In Delhi’s Urdu-medium schools, learning, shadowed by neglect Premium
The Hindu
Explore the challenges faced by MCD-run Urdu-medium primary schools in Delhi, highlighting neglect and declining student enrolment.
On a fog-laden Delhi morning, the staff of a Municipal Corporation of Delhi (MCD) school begins lining up students for assembly. The primary school is tucked into the by-lanes of Old Delhi, the Capital’s walled city. With more than 100 children, the open space is so small that when they’re asked to stretch their arms out, they get in each other’s way. Run out of a haveli abandoned during Partition, this Urdu-medium school is attended by children who live in the congested lanes around. This school, like many others, was started in the 1960s.
Soon after assembly, conducted in Hindi, students from nursery to class 2 are ushered into a classroom. Three empty classrooms remain locked. Children from classes 3 to 5 take their places on benches in three rows in the arched hallway outside the classroom, facing a blackboard. Some run around. Others chat, distracted by the noise spilling out from the classroom next door. The school has an enrolment of 120 students, 90 boys and 30 girls.
Armaan (name changed to protect privacy), hired as a teacher for children with special needs (CWSN), is conducting classes for the whole school through the day. The only other teacher is out on administrative work. There are only two CWSN students in the school, but Armaan moves between the hallway and the classroom, assigning work to different groups. He chooses a chapter on ‘family’.
“On days like this, or on days when attendance is good, I choose a lesson everyone can follow,” he says. “The senior students have studied it before, but they revise.” After assigning the lesson on the board, he steps into the classroom to help younger students form letters in their books. He comes back to the hallway and calls out roll numbers, to mark attendance.

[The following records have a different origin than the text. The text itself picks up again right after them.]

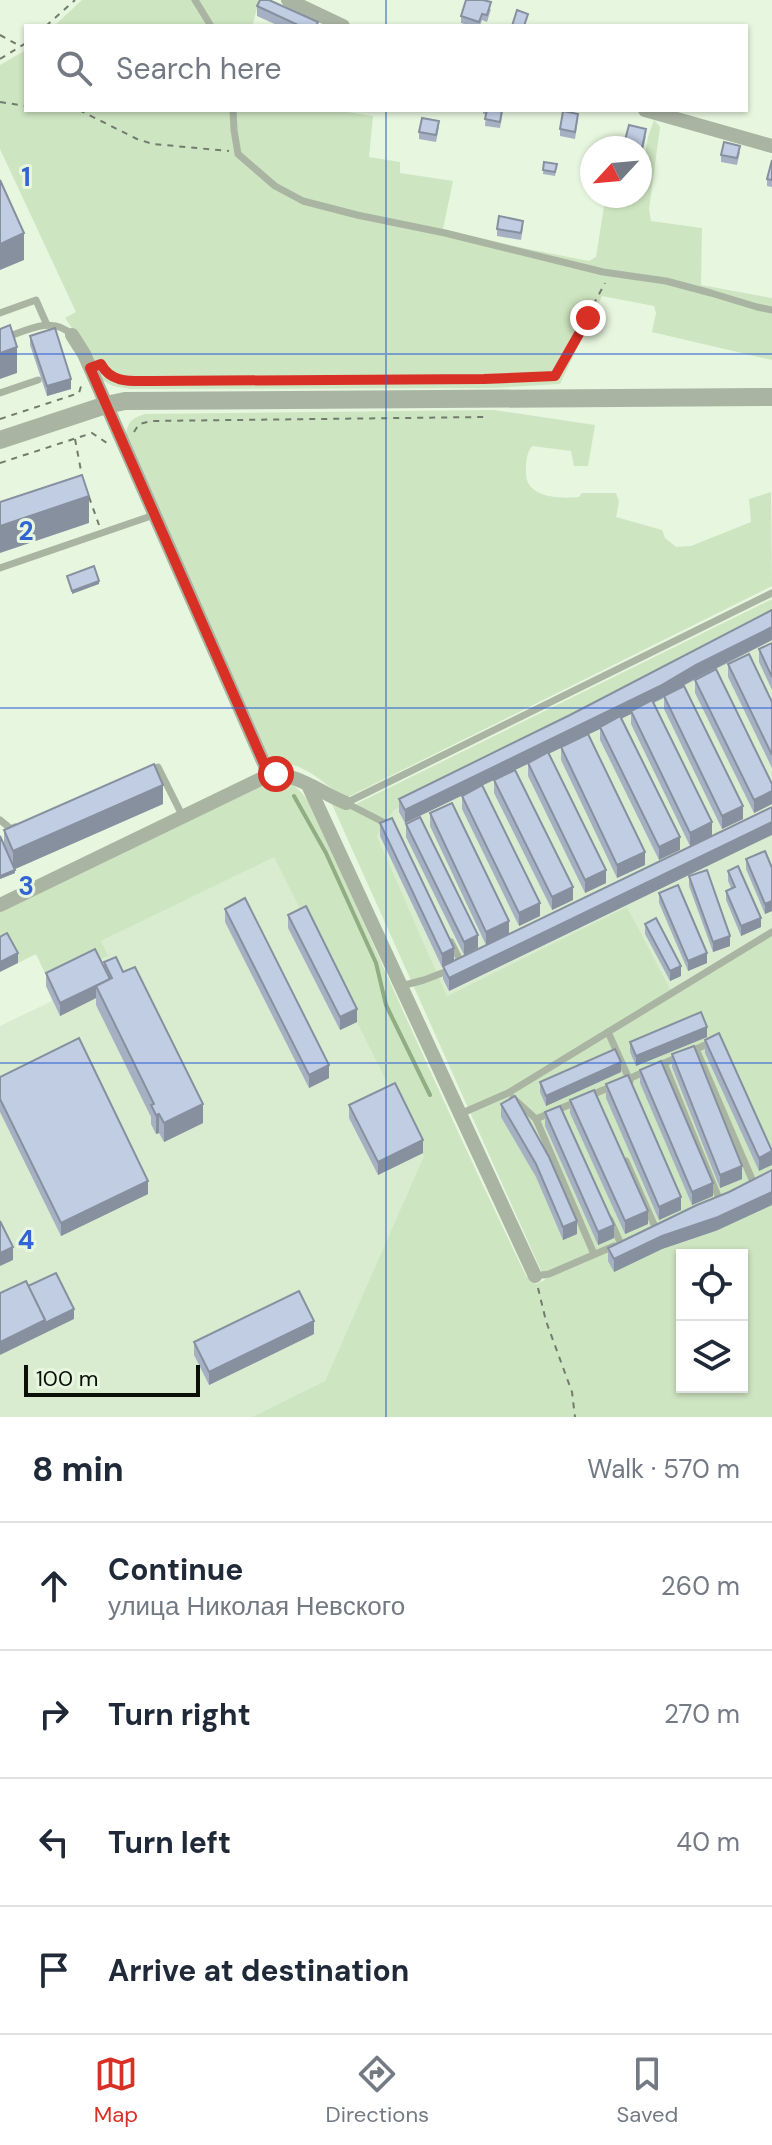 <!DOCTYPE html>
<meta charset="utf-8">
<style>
body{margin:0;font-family:"DM Sans",sans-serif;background:#f2f2f3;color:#1f2937}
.controls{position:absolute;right:24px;bottom:24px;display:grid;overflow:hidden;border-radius:0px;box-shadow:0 2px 6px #0004}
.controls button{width:72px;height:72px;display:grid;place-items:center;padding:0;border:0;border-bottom:2px solid #e0e1e3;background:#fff;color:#1f2937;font:40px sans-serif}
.compass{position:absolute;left:580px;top:136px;width:72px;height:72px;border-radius:50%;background:#fff;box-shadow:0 2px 6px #0004;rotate:244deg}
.scale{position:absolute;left:24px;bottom:20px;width:176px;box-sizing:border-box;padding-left:8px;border:4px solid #0a0f08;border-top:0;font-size:22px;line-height:28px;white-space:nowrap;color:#0a0f08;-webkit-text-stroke:6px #e7f6df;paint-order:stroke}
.stop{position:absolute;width:24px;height:24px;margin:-18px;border:6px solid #d93025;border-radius:50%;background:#fff}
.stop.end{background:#d93025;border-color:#fff;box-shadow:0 2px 8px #0008}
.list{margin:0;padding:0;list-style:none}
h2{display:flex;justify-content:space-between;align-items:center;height:104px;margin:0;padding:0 32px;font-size:34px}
h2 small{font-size:26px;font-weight:400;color:#747a83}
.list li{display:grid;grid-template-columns:52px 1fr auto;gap:24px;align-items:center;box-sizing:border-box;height:128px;padding:0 32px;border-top:2px solid #e0e1e3}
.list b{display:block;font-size:30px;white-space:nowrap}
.list p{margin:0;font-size:26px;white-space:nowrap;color:#747a83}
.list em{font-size:26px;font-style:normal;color:#747a83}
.icon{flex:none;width:44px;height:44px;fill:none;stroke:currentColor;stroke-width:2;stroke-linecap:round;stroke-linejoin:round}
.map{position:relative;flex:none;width:772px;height:1417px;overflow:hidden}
.search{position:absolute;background:#fff;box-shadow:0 2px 6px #0004;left:24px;right:24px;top:24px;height:88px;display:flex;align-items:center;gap:20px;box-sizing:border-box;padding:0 28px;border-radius:0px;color:#747a83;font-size:30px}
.sheet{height:616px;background:#fff}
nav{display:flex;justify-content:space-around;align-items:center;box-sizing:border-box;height:112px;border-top:2px solid #e0e1e3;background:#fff;font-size:22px;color:#747a83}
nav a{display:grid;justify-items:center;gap:4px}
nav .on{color:#d93025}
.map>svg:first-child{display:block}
.built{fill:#d9eccf}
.green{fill:#cee5c1;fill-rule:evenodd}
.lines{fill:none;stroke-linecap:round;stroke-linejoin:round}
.stream{stroke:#92ac83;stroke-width:4}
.path{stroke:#727c6d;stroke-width:2;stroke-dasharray:6 6;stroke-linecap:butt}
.service{stroke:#a9b4a2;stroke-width:7}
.minor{stroke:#a9b4a2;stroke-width:14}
.tertiary{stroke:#a9b4a2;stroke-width:18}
.wall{fill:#a6b0c3}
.shaded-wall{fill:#87909f}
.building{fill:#c1cde3;stroke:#87909f;stroke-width:2}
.route{stroke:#d93025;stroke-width:10}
.grid{fill:none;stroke:#3065d3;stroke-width:2;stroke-opacity:0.55}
.grid-label{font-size:26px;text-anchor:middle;font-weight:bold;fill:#3065d3;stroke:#e7f6df;stroke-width:6;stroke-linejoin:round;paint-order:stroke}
</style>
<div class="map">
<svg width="772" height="1417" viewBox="0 0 772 1417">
<rect width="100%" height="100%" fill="#e7f6df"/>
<g class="built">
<path d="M772,616V933L670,989L626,908L447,996L377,836L394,810Z"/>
<path d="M274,856L425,1156L325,1381L252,1417H0V1026L52,1001L46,986L107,957L101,941Z"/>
</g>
<g class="green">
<path d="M82,0H259L253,24L257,26H54Z"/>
<path d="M26,50V110H334L373,116L369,157L400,162V173L453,181L443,229L523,248L589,261L596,257L605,200L635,203L636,196H640V173H644L647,156L645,155L648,137L654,120L660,127L649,209L651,221L702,228L701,285L772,298V360L652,332L656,313L654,306L602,296L560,384L493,388L130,389L113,386L102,380L82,342L65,318L76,312L0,149V65Z"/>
<path d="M494,410L595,425L588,466H574L571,451L532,446C526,455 526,461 526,472C525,498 559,499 579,497L582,493H616L619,502L616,517L662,530L665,538L676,547L691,546L751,522L749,499L771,492L772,586L348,797C331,791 319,776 303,769C293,763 282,765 271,762L126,436C127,422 132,418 145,414Z"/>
<path d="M772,599V616L394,810L377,836L447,996L627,907L670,989L772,933V1417H252L325,1381L424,1156L274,857L101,941L108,956L50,984L36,954L18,963L8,943L0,947V911L255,789C287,777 294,780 314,809C382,966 452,1122 526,1276L536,1284L545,1280L539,1266L331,802L350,807ZM682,1255H742V1387H682Z"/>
</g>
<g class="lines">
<path class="stream" d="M294,796L326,853L376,963L386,1005L430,1095"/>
<g class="path">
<path d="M46,26L75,0"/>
<path d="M0,35L20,46"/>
<path d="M0,59L26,43"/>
<path d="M0,102L26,106"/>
<path d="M79,110L137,139L153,144L229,151"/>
<path d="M109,375L120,380L152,381L484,379L555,376L605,283"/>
<path d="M0,419L79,393L82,383"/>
<path d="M134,432L139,424L152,421L484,417"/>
<path d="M75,439L82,476"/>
<path d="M0,463L92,433L110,445"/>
<path d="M89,497L99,525"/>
<path d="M538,1288L546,1321L572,1392L575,1417"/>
</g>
<g class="service">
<path d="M195,0L211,26"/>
<path d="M233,110L234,130L238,154L275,186L303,201L357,215L445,233L603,272L666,281L711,293L757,307L772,310"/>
<path d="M0,313L36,300L47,325"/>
<path d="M0,340C23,332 52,314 72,335"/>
<path d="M0,393L38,380"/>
<path d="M0,568L154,515"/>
<path d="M148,771L158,767L183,817"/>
<path d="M346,803L772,593"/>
<path d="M346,803L391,826"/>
<path d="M0,820L11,829L15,827"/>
<path d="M451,942L462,964"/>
<path d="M401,986L424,980L450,970"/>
<path d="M608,1032L630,1081"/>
<path d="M696,1049L754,1184"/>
<path d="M664,1063L720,1201"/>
<path d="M626,1080L712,1042"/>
<path d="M589,1096L615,1085"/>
<path d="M513,1098L536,1119L594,1254"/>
<path d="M460,1114L508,1093L772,932"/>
<path d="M536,1119L578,1101"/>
<path d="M626,1161L656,1229"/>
<path d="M610,1220L621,1244"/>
<path d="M535,1276L549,1274L614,1246"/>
</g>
<g class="minor">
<path d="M288,0L343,26"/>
<path d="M645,110L772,146"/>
<path d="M72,335L84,354L269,775"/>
<path d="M309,787L535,1276"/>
<path d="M0,905L269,775C293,771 323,794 346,803"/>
</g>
<path class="tertiary" d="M0,440L106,405L125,401L772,397"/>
</g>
<g class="wall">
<path d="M257,6L318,26H279L257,16Z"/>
<path d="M491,9L487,22L482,20L480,26H471L461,23V16Z"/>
<path d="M483,110H503L500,128L485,126L486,114H483Z"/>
<path d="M578,120L575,139L560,136V129Z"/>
<path d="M439,127L436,142L419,139V132Z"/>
<path d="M646,136L642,154H640V148H624V144Z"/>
<path d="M740,152L737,165L721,162V155Z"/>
<path d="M772,160V187L767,186V179Z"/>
<path d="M544,162L557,164L555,176L543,174Z"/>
<path d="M523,227L521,240L497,236V229Z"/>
<path d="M30,336L71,389L47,396L30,345Z"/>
<path d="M772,610V640L681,687L743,819L722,829L664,709V698L654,703L712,835L749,845L449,991L443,979V966L690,846L631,724V714L622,718L680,837L659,860L600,740V729L588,734L645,865L617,878L561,760V748L548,754L606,883L585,893L528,776V764L515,770L573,900L552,910L494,793V780L503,775L482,785L540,916L519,926L462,809V796L467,793L405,823L399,812V799L570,715Z"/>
<path d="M772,643V690L759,662V649Z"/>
<path d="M728,664L772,702V768L728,677Z"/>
<path d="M695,680L772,784V804L754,813L695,693Z"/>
<path d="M163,804L14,869L15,873L0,879V836L4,845V830Z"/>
<path d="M430,813L509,921L486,945L430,826Z"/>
<path d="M380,823L454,948L442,967L380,836Z"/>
<path d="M406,824L478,948L464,955L406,837Z"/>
<path d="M746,859L772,868V911L765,914L746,869Z"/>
<path d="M728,871L761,927L741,936L726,900V891L731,888L728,881Z"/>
<path d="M689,876L730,946L713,952L689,886Z"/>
<path d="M659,893L707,963L688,971L659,903Z"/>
<path d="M225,909L329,1078L309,1088L225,922Z"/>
<path d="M288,915L357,1022L340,1030L288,928Z"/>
<path d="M645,924L681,976L670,981L645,934Z"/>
<path d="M104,962L203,1123L164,1142L159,1133L156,1134L151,1124V1117L96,1005V998L60,1016L46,986V973L104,968Z"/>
<path d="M707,1037L636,1066L630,1052V1042Z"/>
<path d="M705,1040L772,1151L759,1171L705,1053Z"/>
<path d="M672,1054L742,1179L720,1188L672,1067Z"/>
<path d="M640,1070L713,1196L692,1205L640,1083Z"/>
<path d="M621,1072L546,1106L540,1092V1082Z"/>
<path d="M0,1077L148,1194L61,1236L0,1112Z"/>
<path d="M606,1084L681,1210L659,1220L606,1098Z"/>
<path d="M570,1100L648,1224L625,1234L570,1113Z"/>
<path d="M501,1104L577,1234L563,1240L536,1177L501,1117Z"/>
<path d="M349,1105L423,1153L378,1175L349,1118Z"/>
<path d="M545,1112L614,1238L598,1245L545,1126Z"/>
<path d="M718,1230L662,1249L614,1272L608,1261V1248Z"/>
<path d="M314,1334L209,1385L194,1355V1342Z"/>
</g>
<g class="shaded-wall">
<path d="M24,233V260L0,270V244Z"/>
<path d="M17,347V373L0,379V353Z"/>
<path d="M71,379V389L47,396V386Z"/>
<path d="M89,496V523L0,553V526Z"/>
<path d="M99,581V584L72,594V591Z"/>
<path d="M772,627V640L696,678L660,699L632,713L631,711V714L405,823V810Z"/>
<path d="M163,785V804L13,870V851Z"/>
<path d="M772,791V804L754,813V800Z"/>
<path d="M743,806V819L722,829V816Z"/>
<path d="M712,822V836L690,846V833Z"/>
<path d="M772,822V835L449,991V978Z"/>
<path d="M680,837V850L659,860V847Z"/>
<path d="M645,852V865L617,878V865Z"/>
<path d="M15,870V873L0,879V876Z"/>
<path d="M606,870V883L585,893V880Z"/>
<path d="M573,887V900L552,910V897Z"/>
<path d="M772,901V911L765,914V904Z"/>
<path d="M540,903V916L519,926V913Z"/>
<path d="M761,918V927L741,936V926Z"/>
<path d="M509,921V934L486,945V932Z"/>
<path d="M478,935V948L464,955V942Z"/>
<path d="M730,936V946L713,952V942Z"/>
<path d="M454,948V961L442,967V954Z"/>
<path d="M18,953V963L0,972V962Z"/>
<path d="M707,953V963L688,971V961Z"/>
<path d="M681,966V976L670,981V971Z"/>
<path d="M98,984L96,986V998L60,1016V1003Z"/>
<path d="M357,1009V1022L340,1030V1017Z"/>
<path d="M707,1027V1037L636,1066V1056Z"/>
<path d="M621,1062V1072L546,1106V1096Z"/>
<path d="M329,1065V1078L309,1088V1075Z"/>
<path d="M203,1104V1123L164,1142V1123Z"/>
<path d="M159,1114V1133L156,1134V1115Z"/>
<path d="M423,1140V1153L378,1175V1162Z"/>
<path d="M772,1152V1165L759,1171V1158Z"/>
<path d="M742,1166V1179L720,1188V1175Z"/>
<path d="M148,1181V1194L61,1236V1223Z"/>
<path d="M713,1183V1196L692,1205V1192Z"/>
<path d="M772,1192V1205L718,1230L662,1249L614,1272V1259L662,1236Z"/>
<path d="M681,1197V1210L659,1220V1207Z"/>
<path d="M648,1211V1224L625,1234V1221Z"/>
<path d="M577,1221V1234L563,1240V1227Z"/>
<path d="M614,1225V1238L598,1245V1232Z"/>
<path d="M13,1247V1260L0,1266V1253Z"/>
<path d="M74,1309V1319L0,1355V1342L45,1320Z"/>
<path d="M314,1321V1334L209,1385V1372Z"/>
</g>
<g class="building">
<path d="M260,0H269L318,22L316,26H300L257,6Z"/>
<path d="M466,0H483L491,2L487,15L482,14L479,22L461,16Z"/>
<path d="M517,10L528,14L524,26H512Z"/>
<path d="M487,110H502L500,122L485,119Z"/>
<path d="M563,111L578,114L575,132L560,129Z"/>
<path d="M422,118L439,121L436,135L419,132Z"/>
<path d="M629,125L646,129L642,148L624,144Z"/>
<path d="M724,142L740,146L737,158L721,155Z"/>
<path d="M772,160V180L767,179Z"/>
<path d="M544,162L557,164L555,172L543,170Z"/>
<path d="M0,180L24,233L0,244Z"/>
<path d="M499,216L523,221L521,233L497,229Z"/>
<path d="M10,325L17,347L0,353V329Z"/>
<path d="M55,328L71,379L47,386L30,336Z"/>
<path d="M82,475L89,496L0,526V502Z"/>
<path d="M94,566L99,581L72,591L67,576Z"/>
<path d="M772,610V627L696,665L660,686L405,810L399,799L570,715Z"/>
<path d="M772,643V677L759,649Z"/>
<path d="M749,654L772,702V755L728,664Z"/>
<path d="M716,669L772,784V791L754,800L695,680Z"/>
<path d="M684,686L743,806L722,816L664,696Z"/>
<path d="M652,700L712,822L690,833L631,711Z"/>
<path d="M620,716L680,837L659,847L600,727Z"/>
<path d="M588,734L645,852L617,865L561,747Z"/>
<path d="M548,752L606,870L585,880L528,763Z"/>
<path d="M154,764L163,785L13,851L4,830Z"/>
<path d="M515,770L573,887L552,897L494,780Z"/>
<path d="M482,785L540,903L519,913L462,796Z"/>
<path d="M452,803L509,921L486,932L430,813Z"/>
<path d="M772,807V822L449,978L443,966Z"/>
<path d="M420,817L478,935L464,942L406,824Z"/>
<path d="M392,818L454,948L442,954L380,823Z"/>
<path d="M0,836L15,870L0,876Z"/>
<path d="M765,851L772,868V901L765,904L746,859Z"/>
<path d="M738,866L761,918L741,926L726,891L735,887L728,871Z"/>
<path d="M707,870L730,936L713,942L689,876Z"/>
<path d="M678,885L707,953L688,961L659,893Z"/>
<path d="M245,898L329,1065L309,1075L225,909Z"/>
<path d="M306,906L357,1009L340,1017L288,915Z"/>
<path d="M656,918L681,966L670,971L645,924Z"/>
<path d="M7,933L18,953L0,962V937Z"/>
<path d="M95,949L110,979L60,1003L46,973Z"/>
<path d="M116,957L123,972L135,967L203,1104L164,1123L159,1114L156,1115L151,1105L154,1104L96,986L112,978L104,962Z"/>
<path d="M701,1012L707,1027L636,1056L630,1042Z"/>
<path d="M719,1033L772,1151L759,1158L705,1040Z"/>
<path d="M79,1038L148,1181L61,1223L0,1099V1077Z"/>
<path d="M694,1046L742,1166L720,1175L672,1054Z"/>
<path d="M615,1049L621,1062L546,1096L540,1082Z"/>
<path d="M661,1061L713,1183L692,1192L640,1070Z"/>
<path d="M628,1075L681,1197L659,1207L606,1084Z"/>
<path d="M395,1083L423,1140L378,1162L349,1105Z"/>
<path d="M594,1090L648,1211L625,1221L570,1100Z"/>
<path d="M515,1096L549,1157L577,1221L563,1227L536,1164L501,1104Z"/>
<path d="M560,1106L614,1225L598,1232L545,1112Z"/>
<path d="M772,1170V1192L718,1217L662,1236L614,1259L608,1248L697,1205L729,1192Z"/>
<path d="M0,1221L13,1247L0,1253Z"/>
<path d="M56,1273L74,1309L45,1323V1320L28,1286Z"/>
<path d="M26,1281L45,1320L0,1342V1293Z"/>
<path d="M299,1291L314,1321L209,1372L194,1342Z"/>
</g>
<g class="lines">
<path class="route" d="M276,774L269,775L90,368L101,364C111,384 133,381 152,381L484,379L555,376L588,318"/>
</g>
<path class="grid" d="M386,0V26M386,110V1417M0,354H772M0,708H772M0,1063H772"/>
<g class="grid-label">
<text x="26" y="186">1</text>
<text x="26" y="540">2</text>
<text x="26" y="895">3</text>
<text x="26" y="1249">4</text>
</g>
</svg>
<div class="controls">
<button><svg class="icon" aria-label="locate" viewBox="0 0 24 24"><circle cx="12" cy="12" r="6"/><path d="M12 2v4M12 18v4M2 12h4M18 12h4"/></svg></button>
<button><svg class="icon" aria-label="layers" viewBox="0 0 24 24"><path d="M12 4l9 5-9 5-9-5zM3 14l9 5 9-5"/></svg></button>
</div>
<svg class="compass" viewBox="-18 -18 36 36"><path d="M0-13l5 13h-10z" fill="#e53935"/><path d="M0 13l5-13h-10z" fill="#747a83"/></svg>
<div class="scale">100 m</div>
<div class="stop" style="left:276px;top:774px"></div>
<div class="stop end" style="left:588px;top:318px"></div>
<div class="search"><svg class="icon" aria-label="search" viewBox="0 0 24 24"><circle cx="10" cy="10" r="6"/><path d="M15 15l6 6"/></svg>Search here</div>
</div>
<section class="sheet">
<h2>8 min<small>Walk · 570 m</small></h2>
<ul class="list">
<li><svg class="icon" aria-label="ahead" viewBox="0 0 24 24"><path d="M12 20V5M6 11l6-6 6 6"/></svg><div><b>Continue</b><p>улица Николая Невского</p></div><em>260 m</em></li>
<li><svg class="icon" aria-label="right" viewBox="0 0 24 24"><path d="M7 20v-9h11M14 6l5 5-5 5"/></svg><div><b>Turn right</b></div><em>270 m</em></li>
<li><svg class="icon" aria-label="left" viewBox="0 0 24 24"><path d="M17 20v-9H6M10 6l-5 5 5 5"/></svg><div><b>Turn left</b></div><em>40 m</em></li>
<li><svg class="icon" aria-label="arrive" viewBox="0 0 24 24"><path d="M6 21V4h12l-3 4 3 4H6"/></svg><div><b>Arrive at destination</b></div></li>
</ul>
</section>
<nav>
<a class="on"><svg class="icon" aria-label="map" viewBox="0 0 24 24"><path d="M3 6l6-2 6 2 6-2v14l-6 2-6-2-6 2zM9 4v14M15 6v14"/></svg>Map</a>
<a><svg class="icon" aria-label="directions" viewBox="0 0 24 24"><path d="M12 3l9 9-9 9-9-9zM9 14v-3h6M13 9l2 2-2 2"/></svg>Directions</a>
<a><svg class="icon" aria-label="saved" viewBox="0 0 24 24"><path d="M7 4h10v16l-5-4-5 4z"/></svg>Saved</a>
</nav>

Scenes like this play out daily across MCD-run Urdu-medium primary schools, which serve as the first point of formal education for children in several densely populated neighbourhoods of Old Delhi, Shahdara, and parts of Central Delhi. Of the 1,185 primary schools run by the civic body across the Capital, 40 have Urdu as their medium of instruction, meaning Science, Maths, and Social Studies, are taught in the language.
Together, MCD schools cater to over 6.4 lakh children, ages 3 to 11, as per MCD data. Out of these, more than 15,000 children, along with 275 children with special needs, are enrolled in Urdu-medium primary schools. These schools follow National Council of Educational Research and Training (NCERT) framework, and are neither Madrasas nor minority schools.